§ TASK PROMPT: Leaving out every picture, quote the data below exactly as it appears.

#### EXERCISE INPUTS

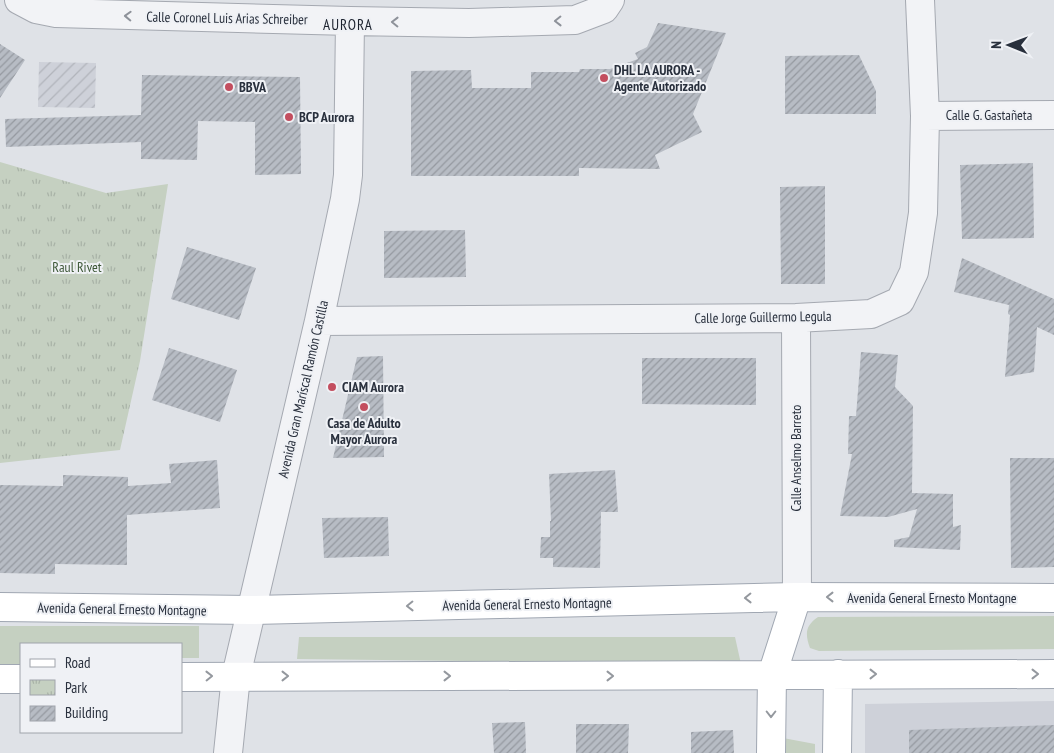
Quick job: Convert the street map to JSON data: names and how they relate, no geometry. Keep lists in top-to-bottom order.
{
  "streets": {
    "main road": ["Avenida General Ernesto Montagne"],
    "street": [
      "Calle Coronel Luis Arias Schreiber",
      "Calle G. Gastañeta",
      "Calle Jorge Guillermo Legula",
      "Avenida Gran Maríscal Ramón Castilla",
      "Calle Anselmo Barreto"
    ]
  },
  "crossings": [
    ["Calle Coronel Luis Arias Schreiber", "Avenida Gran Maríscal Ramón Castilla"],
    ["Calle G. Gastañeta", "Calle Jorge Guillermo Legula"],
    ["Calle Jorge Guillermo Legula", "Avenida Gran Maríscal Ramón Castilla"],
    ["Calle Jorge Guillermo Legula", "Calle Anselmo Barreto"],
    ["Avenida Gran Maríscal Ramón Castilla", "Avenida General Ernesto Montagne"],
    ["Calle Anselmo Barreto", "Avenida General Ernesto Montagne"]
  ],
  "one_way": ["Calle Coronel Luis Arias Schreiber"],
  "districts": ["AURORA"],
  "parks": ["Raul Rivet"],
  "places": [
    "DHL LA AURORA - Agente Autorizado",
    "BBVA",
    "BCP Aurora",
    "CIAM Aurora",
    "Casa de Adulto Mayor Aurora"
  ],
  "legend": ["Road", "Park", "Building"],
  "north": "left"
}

########

§ RESULT OF THE EXERCISE:
Quick job: Convert the street map to JSON data: names and how they relate, no geometry. Keep lists in top-to-bottom order.
{
  "streets": {
    "main road": ["Avenida General Ernesto Montagne"],
    "street": [
      "Calle Coronel Luis Arias Schreiber",
      "Calle G. Gastañeta",
      "Calle Jorge Guillermo Legula",
      "Avenida Gran Maríscal Ramón Castilla",
      "Calle Anselmo Barreto"
    ]
  },
  "crossings": [
    ["Calle Coronel Luis Arias Schreiber", "Avenida Gran Maríscal Ramón Castilla"],
    ["Calle G. Gastañeta", "Calle Jorge Guillermo Legula"],
    ["Calle Jorge Guillermo Legula", "Avenida Gran Maríscal Ramón Castilla"],
    ["Calle Jorge Guillermo Legula", "Calle Anselmo Barreto"],
    ["Avenida Gran Maríscal Ramón Castilla", "Avenida General Ernesto Montagne"],
    ["Calle Anselmo Barreto", "Avenida General Ernesto Montagne"]
  ],
  "one_way": ["Calle Coronel Luis Arias Schreiber"],
  "districts": ["AURORA"],
  "parks": ["Raul Rivet"],
  "places": [
    "DHL LA AURORA - Agente Autorizado",
    "BBVA",
    "BCP Aurora",
    "CIAM Aurora",
    "Casa de Adulto Mayor Aurora"
  ],
  "legend": ["Road", "Park", "Building"],
  "north": "left"
}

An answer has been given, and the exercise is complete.